On January 5, 2009, a ‘pineapple express’ storm smashed into the Pacific Northwest from the subtropical Pacific, and began delivering a deluge of rain and warm temperatures to the deeply snow-covered foothills of Whatcom County, Washington. The resulting accumulation of water in saturated snow and heavy runoff resulted in hundreds of debris flows and slope failures across the region. A few of these damaged or destroyed houses in Whatcom County. The largest landslide occurred on the afternoon of Jaunuary 7th in the Racehorse Creek drainage, a west-running tributary of the North Fork Nooksack River about 4 miles south of the community of Kendall. Unlike virtually all other landslides associated with this weather event, the Racehorse Creek landslide involved deep bedrock failure, releasing around 500,000 cubic meters of rock. The slide left behind a 90-foot)-high vertical wall crosscutting bedding planes in Chuckanut Formation sandstone and shale. Debris from the rockslide tumbled 800 feet down the south valley wall of Racehorse Creek, and temporarily dammed the stream. Two debris flow slurries were spawned at the base of the landslide; these entered Racehorse Creek below the debris dam. A flood of water, ice, rocks and logs scoured the

Racehorse Falls. The scoured channel left by the January 2009 debris flow is obvious, several meters above normal stream level.
channel of Racehorse Creek, an important salmon spawning stream, stripping vegetation from stream banks and eroding bedrock walls to several meters above normal high water levels. High water nearly destroyed the state-owned bridge crossing Racehorse Creek. Resident Barry Hutchinson, who lives in the Racehorse Creek valley below the bridge reported a series of very loud sounds beginning at 3:20 p.m. on Wednesday, 7 January. The initial sounds were loudest and prolonged, and “sounded like a 747 at full throttle and tethered very close”. Approximately 20 minutes later he heard a wave of water, ice and wood debris impact the bridge not far from his house. “Blocks of ice the size of VWs” were tossed up on the bridge. Here is an article that appeared in the Bellingham Herald. There are a number of photos on a Washington State Department of Natural Resources website about the Racehorse landslide. and many other slides from the period during the pineapple express storm. The website is worth a look-see.
Field trip guide

Map of 2009 Racehorse landslide. Topography within the slide area is now different from pre-landslide contours shown. Click to enlarge.
You may want to orient yourself using the maps and geological descriptions on a poster that was prepared for the 2009 Geological Society of America meeting in Portland Oregon, the result of research into the dynamics of this fascinating landslide. Included are meteorological charts showing the weather conditions leading up to the slide, aerial photos, geologic maps, and an attempt to interpret the events of the complex landslide and attendant debris flows. Click to see the poster pdf file: Crider_et_al_GSA 09 Racehorse poster. Note that the maps are drawn with south at the top, to correspond to the pair of oblique aerial photos on the poster. The poster abstract is at the bottom of this page.
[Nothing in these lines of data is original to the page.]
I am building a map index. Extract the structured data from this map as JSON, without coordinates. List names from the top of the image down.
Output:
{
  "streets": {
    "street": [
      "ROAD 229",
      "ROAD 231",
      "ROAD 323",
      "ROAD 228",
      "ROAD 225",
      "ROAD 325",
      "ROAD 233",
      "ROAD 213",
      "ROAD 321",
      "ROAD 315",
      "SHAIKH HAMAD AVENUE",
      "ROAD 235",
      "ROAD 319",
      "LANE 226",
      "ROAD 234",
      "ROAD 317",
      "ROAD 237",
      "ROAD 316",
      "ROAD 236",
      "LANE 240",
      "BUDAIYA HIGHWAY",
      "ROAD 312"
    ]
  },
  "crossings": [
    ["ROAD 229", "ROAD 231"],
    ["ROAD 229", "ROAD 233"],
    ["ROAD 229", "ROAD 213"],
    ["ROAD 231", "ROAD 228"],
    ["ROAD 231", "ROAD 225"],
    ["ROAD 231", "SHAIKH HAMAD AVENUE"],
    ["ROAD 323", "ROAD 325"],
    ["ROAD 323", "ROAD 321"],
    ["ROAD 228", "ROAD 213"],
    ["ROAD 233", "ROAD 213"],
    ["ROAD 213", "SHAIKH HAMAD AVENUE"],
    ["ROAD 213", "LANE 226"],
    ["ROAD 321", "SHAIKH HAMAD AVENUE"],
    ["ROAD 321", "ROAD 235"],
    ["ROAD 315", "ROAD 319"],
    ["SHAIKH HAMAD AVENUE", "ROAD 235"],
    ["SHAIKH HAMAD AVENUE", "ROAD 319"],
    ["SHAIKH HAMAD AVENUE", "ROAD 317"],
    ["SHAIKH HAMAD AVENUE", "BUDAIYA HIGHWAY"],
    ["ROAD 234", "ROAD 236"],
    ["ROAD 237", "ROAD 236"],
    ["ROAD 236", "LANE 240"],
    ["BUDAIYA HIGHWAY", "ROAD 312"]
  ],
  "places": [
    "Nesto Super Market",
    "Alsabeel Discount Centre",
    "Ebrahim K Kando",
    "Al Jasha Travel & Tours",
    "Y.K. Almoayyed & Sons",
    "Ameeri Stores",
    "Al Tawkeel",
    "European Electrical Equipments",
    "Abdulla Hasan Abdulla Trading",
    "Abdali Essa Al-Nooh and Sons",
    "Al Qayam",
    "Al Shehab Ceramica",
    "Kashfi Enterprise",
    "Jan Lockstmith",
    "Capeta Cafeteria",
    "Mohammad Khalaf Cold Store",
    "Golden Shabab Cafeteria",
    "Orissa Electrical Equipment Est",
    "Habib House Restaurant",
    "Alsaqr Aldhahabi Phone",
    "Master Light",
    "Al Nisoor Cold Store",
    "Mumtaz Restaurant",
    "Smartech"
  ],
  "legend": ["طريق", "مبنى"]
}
The view upslope from the start of the hike; the road is in the foreground. A boot-beaten trail cuts through the greenery to a big tree with a bushy top at left; then head up to the skyline.
How to get there [access update August 10, 2018]:
(Many thanks to readers who have sent updates over the years on the changing access conditions. Please report back!)
- Drive WA 542 [Mount Baker Highway] east from I-5 in Bellingham 17 miles to the junction with Mosquito Lake Road.
- Turn south (right). Cross the North Fork Nooksack River and turn left on North Fork Road. This paved road becomes gravel after 2.4 miles. In another half mile or so you enter lumpy terrain along the road. When the leaves are off the trees, you may see some car-sized boulders. The hummocky topography and boulders are the deposit of an older landslide that reached the Nooksack, dwarfing the 2009 slide. The hillsides above have slid multiple times since the end of the last glacial period, and the mountain itself is called ‘Slide Mountain’.
- After 4.1 miles, turn right at a major junction immediately before the bridge across Racehorse Creek (UTM E563652 N5414815). NOTE: UTM coordinates given are zone 10, NAD 27 datum to correspond with USGS topographic maps.
- DNR has posted that a Discover Pass is required for this logging road as it leaves the junction.Turn right on this gravel logging road, and head up the hill. In about 0.15 mile, you may note a trail head on the left marked by large rocks, with parking on the right. This side trip goes through the woods a couple of hundred yards to the rubble-choked course of Racehorse Creek. A short hike out this trail reveals effects of the January 2009 debris flows. Prior to the debris flows, Racehorse Creek was closely hemmed in with trees and brush. Vegetation is reclaiming the stream’s gravel bar, but it was swept clear by debris flows emanating from the 2009 landslide. You can walk up stream a few hundred yards to the lovely multi-tiered water fall. Believe it or not, kayakers have [intentionally] gone over the falls! But, we digress.
- Reach a junction at 5.1 miles (UTM E563745 N5413464) . You may note a red ’1′ painted on a tall tree on the right in a clump of woods. Park at the junction and walk up the spur to the left. [If you continue straight, you will reach a red gate in another mile. If you do so, you know you missed the right place a mile back!]
- The road is blocked by a pile of logs after a few hundred feet; scramble over/around this heap. Notice all the shells on the ground indicating correctly that a lot of shooting happens up here. Culverts have been removed so there are ditches to cross from here on. This road is getting overgrown as it switchbacks through a big clear-cut for the rest of the hike and is rapidly becoming a trail that you can’t loose. There is one spur to the left that’s quickly overgrowing and clearly less traveled than the correct trail. How fast do our roads get overgrown? Well, in 2010 we easily drove a big flatbed truck on this newly graded road during the ‘big bird’ fossil footprint helicopter rescue.
- After about a half mile of walking, watch for a trail heading left into the woods across the ditch, where the road bed makes a sharp swing to the right. (UTM E564451 N5413353). The elevation is approximately 1450′.
- Walk the path through juvenile forest a couple hundred yards into the landslide track. The terrain is rocky and there are many downed trees.
- Head up or down the slope from where the trail comes into the landslide, but you won’t have to go far. The landslide is becoming overgrown, but still plenty of exposed fossil-bearing rocks. If you head straight up the hill, climbing over and under fallen trees, you will reach a ridge crest with a view over the main landslide. Fossils are abundant here.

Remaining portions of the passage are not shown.